それに代わって目立つようになったのが、すべてを焼き尽くすかの太陽のもとを生きる人間や動物、島々での儀礼や、そこで使われる祭祀(さいし)のための仮面といった、異様で脱日本的なイメージだった。それだけではない。写真集の後半では、当時の古典的な写真界では邪道とされていたカラー写真までもが登場する。艶(なまめ)かしい色合いによって、クラシックな光と影だけでは決して捉えきれない、南島ならではの色彩の乱反射が「鷲掴(わしづか)み」にされるようになったのである。

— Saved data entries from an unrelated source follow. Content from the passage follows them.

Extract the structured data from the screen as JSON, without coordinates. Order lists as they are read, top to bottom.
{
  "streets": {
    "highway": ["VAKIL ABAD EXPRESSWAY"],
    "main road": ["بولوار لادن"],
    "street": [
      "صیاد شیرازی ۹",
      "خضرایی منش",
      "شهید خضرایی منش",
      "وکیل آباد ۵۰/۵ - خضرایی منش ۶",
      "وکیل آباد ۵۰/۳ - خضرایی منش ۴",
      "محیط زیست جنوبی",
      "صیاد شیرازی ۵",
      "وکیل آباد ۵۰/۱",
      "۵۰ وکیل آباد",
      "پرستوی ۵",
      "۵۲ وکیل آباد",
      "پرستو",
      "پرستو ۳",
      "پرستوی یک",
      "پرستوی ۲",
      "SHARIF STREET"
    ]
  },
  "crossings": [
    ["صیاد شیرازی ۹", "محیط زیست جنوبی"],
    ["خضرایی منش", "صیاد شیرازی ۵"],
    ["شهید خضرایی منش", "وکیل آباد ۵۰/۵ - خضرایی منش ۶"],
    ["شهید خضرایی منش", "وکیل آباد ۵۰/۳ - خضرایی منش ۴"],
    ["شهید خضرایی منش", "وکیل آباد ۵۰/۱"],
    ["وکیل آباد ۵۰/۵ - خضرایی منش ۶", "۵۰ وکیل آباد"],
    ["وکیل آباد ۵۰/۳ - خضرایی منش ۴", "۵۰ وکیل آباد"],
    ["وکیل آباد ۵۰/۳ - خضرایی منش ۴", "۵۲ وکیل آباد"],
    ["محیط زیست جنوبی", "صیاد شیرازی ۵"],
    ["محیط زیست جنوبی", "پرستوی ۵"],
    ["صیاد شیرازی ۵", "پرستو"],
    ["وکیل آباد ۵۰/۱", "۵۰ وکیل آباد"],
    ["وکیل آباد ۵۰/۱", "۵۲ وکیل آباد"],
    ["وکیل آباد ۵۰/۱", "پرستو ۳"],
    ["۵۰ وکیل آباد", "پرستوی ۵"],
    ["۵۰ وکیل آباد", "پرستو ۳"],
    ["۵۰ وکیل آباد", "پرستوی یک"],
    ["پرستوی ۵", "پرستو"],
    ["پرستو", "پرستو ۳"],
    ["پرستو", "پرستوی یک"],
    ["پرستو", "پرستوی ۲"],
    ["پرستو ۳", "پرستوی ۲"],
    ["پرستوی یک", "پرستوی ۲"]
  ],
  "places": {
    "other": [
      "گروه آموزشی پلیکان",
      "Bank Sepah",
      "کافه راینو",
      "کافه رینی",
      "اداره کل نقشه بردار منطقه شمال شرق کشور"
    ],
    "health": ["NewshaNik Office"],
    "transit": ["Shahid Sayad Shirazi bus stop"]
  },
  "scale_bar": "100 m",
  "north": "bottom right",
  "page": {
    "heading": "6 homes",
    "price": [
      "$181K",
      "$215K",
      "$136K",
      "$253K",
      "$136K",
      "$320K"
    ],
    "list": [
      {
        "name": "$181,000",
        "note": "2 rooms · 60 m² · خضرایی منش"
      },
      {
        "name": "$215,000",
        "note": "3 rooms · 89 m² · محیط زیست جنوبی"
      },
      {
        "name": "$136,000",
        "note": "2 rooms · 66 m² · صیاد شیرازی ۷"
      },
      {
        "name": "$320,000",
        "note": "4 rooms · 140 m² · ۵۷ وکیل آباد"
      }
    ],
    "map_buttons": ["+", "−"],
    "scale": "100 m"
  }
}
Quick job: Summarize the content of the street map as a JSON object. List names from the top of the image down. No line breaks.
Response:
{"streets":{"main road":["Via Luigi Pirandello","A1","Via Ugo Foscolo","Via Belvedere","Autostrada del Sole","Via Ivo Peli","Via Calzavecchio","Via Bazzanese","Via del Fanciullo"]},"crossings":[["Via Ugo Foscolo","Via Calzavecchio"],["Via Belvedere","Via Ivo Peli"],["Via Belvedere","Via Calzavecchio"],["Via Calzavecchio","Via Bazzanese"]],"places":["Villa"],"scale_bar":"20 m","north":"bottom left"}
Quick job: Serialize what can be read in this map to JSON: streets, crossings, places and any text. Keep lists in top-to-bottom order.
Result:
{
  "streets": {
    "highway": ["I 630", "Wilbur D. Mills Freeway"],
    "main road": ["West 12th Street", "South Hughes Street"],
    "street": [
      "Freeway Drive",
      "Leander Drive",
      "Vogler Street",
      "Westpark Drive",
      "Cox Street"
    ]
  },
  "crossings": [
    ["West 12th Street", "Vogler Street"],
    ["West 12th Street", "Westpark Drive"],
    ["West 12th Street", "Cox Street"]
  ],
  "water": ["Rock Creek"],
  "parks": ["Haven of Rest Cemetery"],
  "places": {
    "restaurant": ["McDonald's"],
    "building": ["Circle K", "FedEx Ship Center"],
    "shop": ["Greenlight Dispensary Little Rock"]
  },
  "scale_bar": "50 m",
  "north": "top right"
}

この時点ですでに東松の関心は、狭い意味での「沖縄」を完全にはみ出ていた。撮影の旅は沖縄本島から宮古島に拡大し、八重山諸島に至り、いつのまにか海を経て、さらに南へと連携する群島的な領域へと入り込んでいった。もともと東松は海に大きな興味を持ち、海だけを撮影した写真集まで出していた。陸と違って、海に明確な国境線はない。
写真を通じて太陽の光を追い、南へ南へと向かう東松の目線が、その延長線上に「日本」という国土さえ離れ、台湾、フィリピン、ベトナム、タイ、マレーシア、インドネシアなど合計7カ国、全17地域におよぶ島々へと拡大していったとしても、ごく自然なことだったと言えるだろう。